------ GIVEN DATA ------

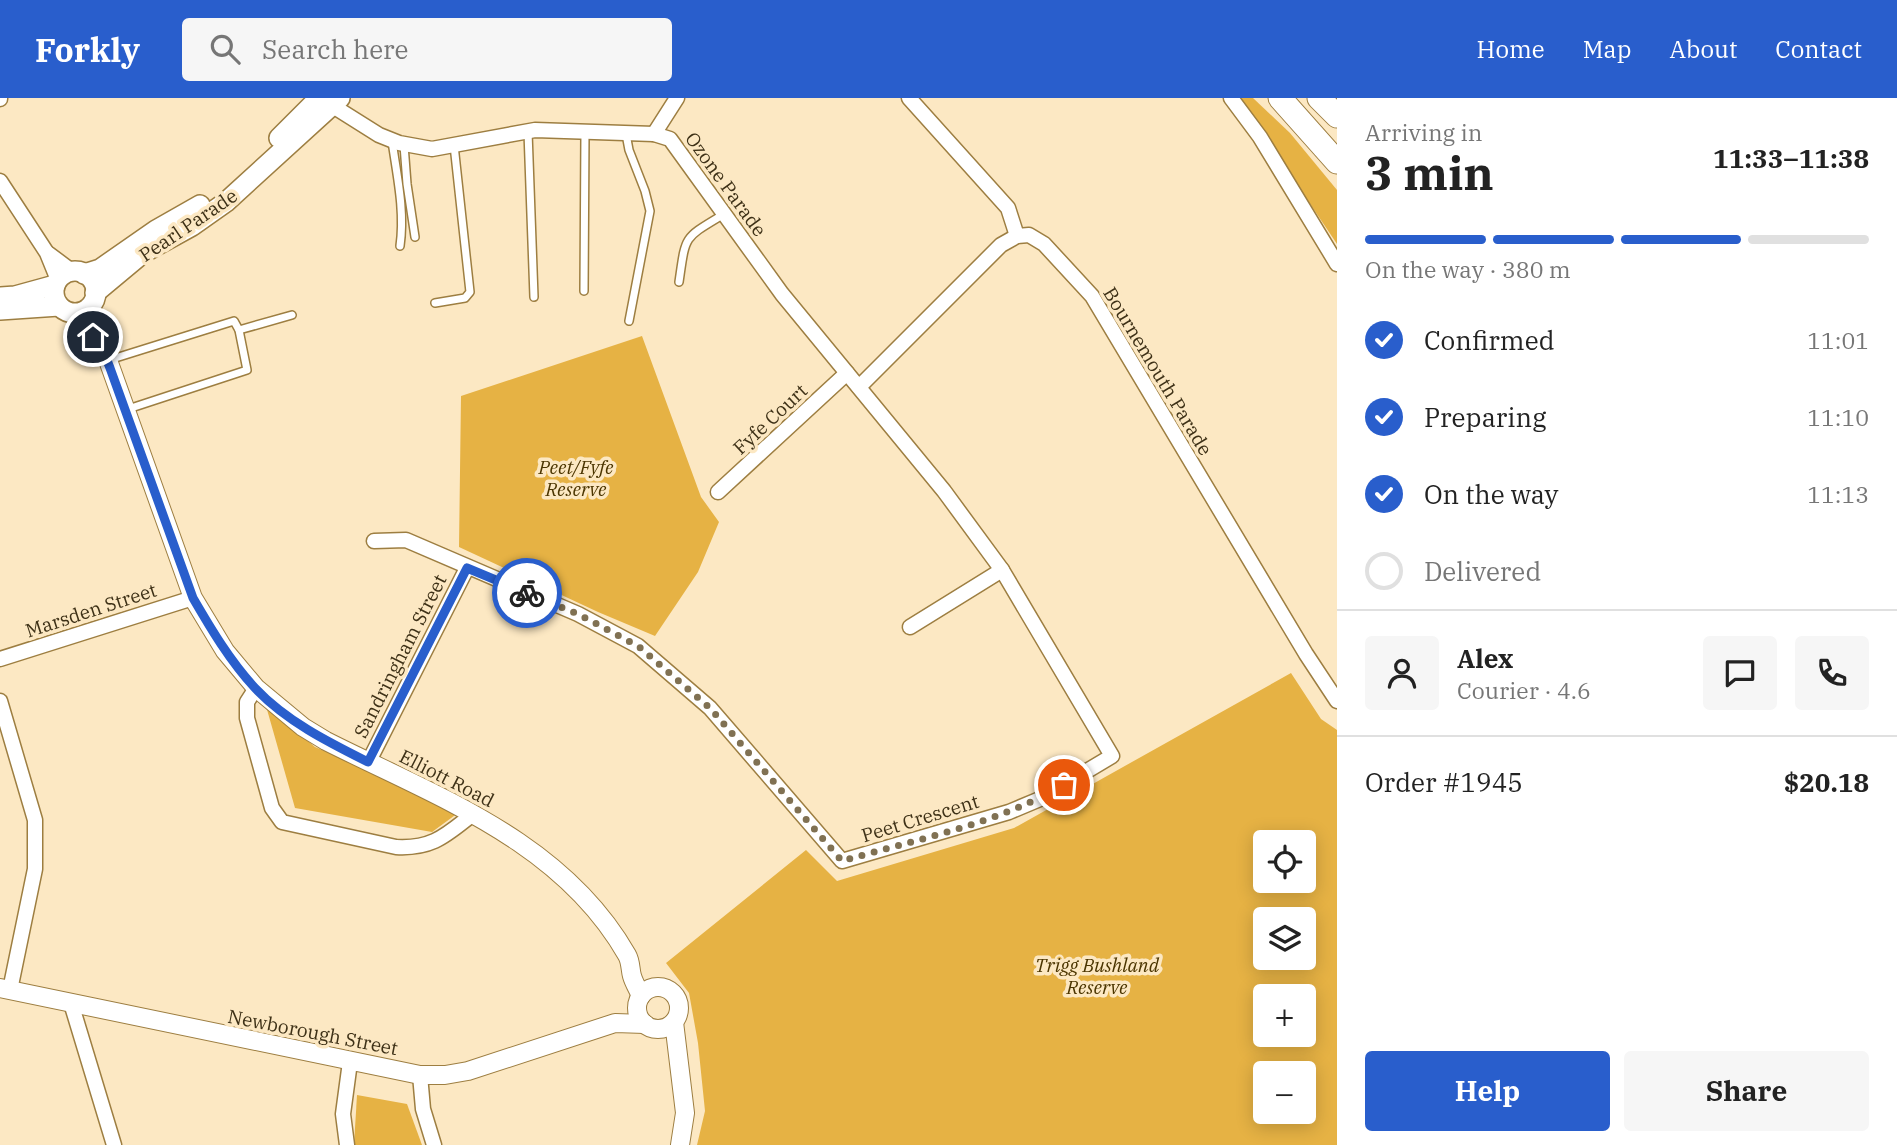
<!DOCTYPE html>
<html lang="en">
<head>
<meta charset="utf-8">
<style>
	body { margin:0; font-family:"IBM Plex Serif",serif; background:#f6f6f6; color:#222; height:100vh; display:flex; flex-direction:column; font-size:26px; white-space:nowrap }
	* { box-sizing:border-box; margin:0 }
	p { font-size:23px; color:#767676 }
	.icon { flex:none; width:38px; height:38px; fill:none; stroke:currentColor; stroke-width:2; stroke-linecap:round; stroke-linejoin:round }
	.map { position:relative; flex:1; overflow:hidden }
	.details { display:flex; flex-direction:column; background:#fff; width:560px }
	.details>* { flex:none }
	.fabs { position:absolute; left:1253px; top:732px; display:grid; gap:14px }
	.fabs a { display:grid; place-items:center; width:63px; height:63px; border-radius:7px; background:#fff; box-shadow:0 4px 18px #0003; font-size:35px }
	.pin { position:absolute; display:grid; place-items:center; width:60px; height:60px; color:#fff; margin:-30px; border:4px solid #fff; border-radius:50%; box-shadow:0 2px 7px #0007 }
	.courier { position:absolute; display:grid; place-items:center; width:70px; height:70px; margin:-35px; border:5px solid #295ecc; border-radius:50%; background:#fff; color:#222; box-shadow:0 2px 9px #0007 }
	.overview em { font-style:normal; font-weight:800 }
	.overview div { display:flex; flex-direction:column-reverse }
	.overview { display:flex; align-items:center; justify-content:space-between; height:119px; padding:0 28px }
	h1 { font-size:46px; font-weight:800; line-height:52px }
	.bar { display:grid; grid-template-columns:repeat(4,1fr); gap:10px 7px; align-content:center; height:84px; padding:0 28px }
	.bar i { height:9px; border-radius:5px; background:#e0e0e0 }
	.bar .current { background:#295ecc }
	.bar p { grid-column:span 4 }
	.line { display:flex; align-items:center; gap:18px; padding:0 28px; border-top:2px solid #e0e0e0 }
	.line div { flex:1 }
	.round { display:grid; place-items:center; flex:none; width:74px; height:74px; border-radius:7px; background:#f6f6f6 }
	ol { padding:0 28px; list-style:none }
	li { display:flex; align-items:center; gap:21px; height:77px }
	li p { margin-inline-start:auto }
	li .icon { padding:7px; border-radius:50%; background:#295ecc; color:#fff; stroke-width:4 }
	li:last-child { color:#767676 }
	li i { width:38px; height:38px; border:4px solid #e0e0e0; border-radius:50% }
	.cta { display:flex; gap:14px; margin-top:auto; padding:14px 28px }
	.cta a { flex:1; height:80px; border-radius:7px; background:#295ecc; color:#fff; font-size:28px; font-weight:800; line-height:80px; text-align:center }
	.cta a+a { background:#f6f6f6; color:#222 }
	header { display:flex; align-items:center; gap:42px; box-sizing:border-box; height:98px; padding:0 35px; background:#295ecc; color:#fff }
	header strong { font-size:33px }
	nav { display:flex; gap:38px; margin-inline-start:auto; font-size:24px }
	.search { width:490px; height:63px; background:#f6f6f6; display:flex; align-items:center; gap:18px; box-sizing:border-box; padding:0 24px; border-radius:7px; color:#767676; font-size:26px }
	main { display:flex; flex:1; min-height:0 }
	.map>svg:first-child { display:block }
	.green { fill:#e6b244; fill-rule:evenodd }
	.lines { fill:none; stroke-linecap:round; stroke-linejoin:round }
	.service-casing { stroke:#9d7e41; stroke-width:10 }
	.minor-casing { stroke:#9d7e41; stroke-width:17 }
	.tertiary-casing { stroke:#9d7e41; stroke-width:20 }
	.secondary-casing { stroke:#9d7e41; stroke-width:22 }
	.trunk-casing { stroke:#9d7e41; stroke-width:25 }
	.service { stroke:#fff; stroke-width:7 }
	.minor { stroke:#fff; stroke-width:14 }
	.tertiary { stroke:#fff; stroke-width:18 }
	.secondary { stroke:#fff; stroke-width:19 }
	.trunk { stroke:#fff; stroke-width:23 }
	.done { stroke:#807153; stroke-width:7; stroke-dasharray:0 12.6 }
	.route { stroke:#295ecc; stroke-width:9 }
	.labels { text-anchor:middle; stroke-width:7; stroke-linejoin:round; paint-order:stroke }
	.street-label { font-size:19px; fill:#3e3117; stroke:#fce8c3 }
	.park-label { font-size:19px; font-style:italic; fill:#4b3500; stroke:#fce8c3 }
</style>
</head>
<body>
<header>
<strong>Forkly</strong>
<div class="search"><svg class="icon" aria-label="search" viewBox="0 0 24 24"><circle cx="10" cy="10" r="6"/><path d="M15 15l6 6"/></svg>Search here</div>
<nav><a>Home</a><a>Map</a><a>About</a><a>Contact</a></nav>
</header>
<main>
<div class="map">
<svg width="1337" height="1047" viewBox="0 0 1337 1047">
	<rect width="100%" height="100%" fill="#fce8c3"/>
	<g class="green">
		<path d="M1239,0H1253L1290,35L1337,92V146Z"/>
		<path d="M642,238L701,399L719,424L698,474L655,538L598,514L459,449L461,298Z"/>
		<path d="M1291,575L1321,621L1337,632V1047H697L705,1013L698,945L689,895L666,865L806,752L837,783L1014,730ZM1265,744H1304V782H1265ZM1265,821H1304V859H1265ZM1265,898H1304V936H1265ZM1265,975H1304V1013H1265Z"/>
		<path d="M266,608L315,649L372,673L458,715L432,734L295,710Z"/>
		<path d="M357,997L407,1006L422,1047H354Z"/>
	</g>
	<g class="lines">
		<defs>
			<g id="service">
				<path d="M528,34L534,199"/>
				<path d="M626,36L629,52L645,93L650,113L629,223"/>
				<path d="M392,43C397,78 405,113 400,148"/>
				<path d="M404,47L407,86L415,139"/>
				<path d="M679,184C686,136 683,141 724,116"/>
				<path d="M584,193L585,34"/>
				<path d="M435,205L465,200L470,194L454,47"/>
				<path d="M239,232L292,217"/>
				<path d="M109,262L234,223L239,232L247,272L125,312"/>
			</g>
			<g id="minor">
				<path d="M909,0L1008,110L1017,138"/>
				<path d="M1231,0L1260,39L1337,166"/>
				<path d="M0,1V0"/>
				<path d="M325,3L379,37L399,45L432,51L535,32L654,36L670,41L782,196L944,393L1002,472L1112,658L1040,701L1009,714L842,763L710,610L638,548L578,516L406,442L374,443"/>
				<path d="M654,36L677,0"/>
				<path d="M0,83L47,155L58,182"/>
				<path d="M49,156L73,174"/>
				<path d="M859,289L1001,147L1017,138L1029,137L1044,146L1092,198L1306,556L1337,603"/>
				<path d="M718,394L847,275"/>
				<path d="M910,529L1002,472"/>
				<path d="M0,561L193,500"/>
				<path d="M256,590L247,604V620L272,710L282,724L396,749C433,751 446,737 473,716"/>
				<path d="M0,603L35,722V771L10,892"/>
				<path d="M368,665L467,470"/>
				<path d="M71,905L114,1047"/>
				<path d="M420,977L423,1011L434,1047"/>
				<path d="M347,1047L343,1016L350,964"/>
			</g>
			<g id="tertiary">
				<path d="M89,209L193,500L225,553L256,590L303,629L326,643C437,699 562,743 627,857C631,864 630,871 632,878C634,885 638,891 641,898"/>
				<path d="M74,215L94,240"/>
				<circle cx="658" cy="910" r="21"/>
				<path d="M0,890L420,977H445L468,973L615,925L645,926"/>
				<path d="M674,924L685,1015L680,1047"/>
			</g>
			<g id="secondary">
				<path d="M279,40L319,0"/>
				<circle cx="75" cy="194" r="21"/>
				<path d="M84,176L100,171L156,132L200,107"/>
				<path d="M95,195L143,155L192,128L226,104L340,0"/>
				<path d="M1,199L15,198L55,187"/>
				<path d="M0,212L59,208"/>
			</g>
			<g id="trunk">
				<path d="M1280,0L1337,64"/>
				<path d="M1319,0L1337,18"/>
			</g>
		</defs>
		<use href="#service" class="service-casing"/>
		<use href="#minor" class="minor-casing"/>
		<use href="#tertiary" class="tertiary-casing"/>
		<use href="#secondary" class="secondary-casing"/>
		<use href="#trunk" class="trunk-casing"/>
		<use href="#service" class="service"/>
		<use href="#minor" class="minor"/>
		<use href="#tertiary" class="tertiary"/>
		<use href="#secondary" class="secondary"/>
		<use href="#trunk" class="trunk"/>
	</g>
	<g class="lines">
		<path class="done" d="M527,495L578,516L638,548L710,610L842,763C915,742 999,725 1064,687"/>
		<path class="route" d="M93,239L101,247L110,270L193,500C211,531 230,563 255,590C286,623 328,644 368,664L467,470L527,495"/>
	</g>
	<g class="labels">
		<g class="street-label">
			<text transform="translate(726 86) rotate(54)" y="7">Ozone Parade</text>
			<text transform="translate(188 127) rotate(-34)" y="7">Pearl Parade</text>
			<text transform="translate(1158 273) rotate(59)" y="7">Bournemouth Parade</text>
			<text transform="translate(770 321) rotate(-43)" y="7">Fyfe Court</text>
			<text transform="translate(91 512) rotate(-18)" y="7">Marsden Street</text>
			<text transform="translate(400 558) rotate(-63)" y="7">Sandringham Street</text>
			<text transform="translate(447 680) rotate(27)" y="7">Elliott Road</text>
			<text transform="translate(920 720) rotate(-17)" y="7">Peet Crescent</text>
			<text transform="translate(313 934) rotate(11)" y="7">Newborough Street</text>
		</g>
		<g class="park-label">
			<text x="576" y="376">Peet/Fyfe<tspan x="576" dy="22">Reserve</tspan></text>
			<text x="1097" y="874">Trigg Bushland<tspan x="1097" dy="22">Reserve</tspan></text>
		</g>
	</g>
</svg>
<div class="fabs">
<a><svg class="icon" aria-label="locate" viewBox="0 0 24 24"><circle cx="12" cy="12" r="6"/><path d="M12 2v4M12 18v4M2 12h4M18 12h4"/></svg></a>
<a><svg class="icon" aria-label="layers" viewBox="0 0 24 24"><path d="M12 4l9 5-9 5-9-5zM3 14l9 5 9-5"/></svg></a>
<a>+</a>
<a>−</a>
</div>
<div class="pin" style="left:1064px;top:687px;background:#ea580c"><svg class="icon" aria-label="bag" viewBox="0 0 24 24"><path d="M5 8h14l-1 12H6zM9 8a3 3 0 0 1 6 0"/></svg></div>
<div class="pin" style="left:93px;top:239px;background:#1f2937"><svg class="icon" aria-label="home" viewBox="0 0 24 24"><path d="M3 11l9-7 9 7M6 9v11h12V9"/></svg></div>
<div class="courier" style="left:527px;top:495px"><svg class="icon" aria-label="bike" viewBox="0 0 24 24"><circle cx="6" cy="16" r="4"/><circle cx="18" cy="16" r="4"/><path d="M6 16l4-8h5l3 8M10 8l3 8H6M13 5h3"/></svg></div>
</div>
<section class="details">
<div class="overview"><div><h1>3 min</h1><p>Arriving in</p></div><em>11:33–11:38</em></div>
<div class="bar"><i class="current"></i><i class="current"></i><i class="current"></i><i></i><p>On the way · 380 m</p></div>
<ol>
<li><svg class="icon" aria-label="check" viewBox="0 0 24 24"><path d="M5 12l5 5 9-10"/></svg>Confirmed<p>11:01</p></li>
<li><svg class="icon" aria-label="check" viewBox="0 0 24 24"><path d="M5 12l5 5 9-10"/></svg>Preparing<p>11:10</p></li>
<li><svg class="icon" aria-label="check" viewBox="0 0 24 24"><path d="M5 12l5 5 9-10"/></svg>On the way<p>11:13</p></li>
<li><i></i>Delivered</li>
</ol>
<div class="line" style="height:126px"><a class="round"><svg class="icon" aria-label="person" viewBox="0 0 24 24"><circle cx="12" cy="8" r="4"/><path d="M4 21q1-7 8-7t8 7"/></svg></a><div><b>Alex</b><p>Courier · 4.6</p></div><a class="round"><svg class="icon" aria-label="chat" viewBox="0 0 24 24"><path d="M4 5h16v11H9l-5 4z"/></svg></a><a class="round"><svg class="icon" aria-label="phone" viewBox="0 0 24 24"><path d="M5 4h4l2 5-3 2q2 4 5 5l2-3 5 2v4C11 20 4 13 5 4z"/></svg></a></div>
<div class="line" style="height:91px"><div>Order #1945</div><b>$20.18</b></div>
<div class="cta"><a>Help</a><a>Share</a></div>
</section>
</main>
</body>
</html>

------

**REQUIREMENT:** All lines of the data above that include the word "fabs" must be shown.

**SOLUTION:**
	.fabs { position:absolute; left:1253px; top:732px; display:grid; gap:14px }
	.fabs a { display:grid; place-items:center; width:63px; height:63px; border-radius:7px; background:#fff; box-shadow:0 4px 18px #0003; font-size:35px }
<div class="fabs">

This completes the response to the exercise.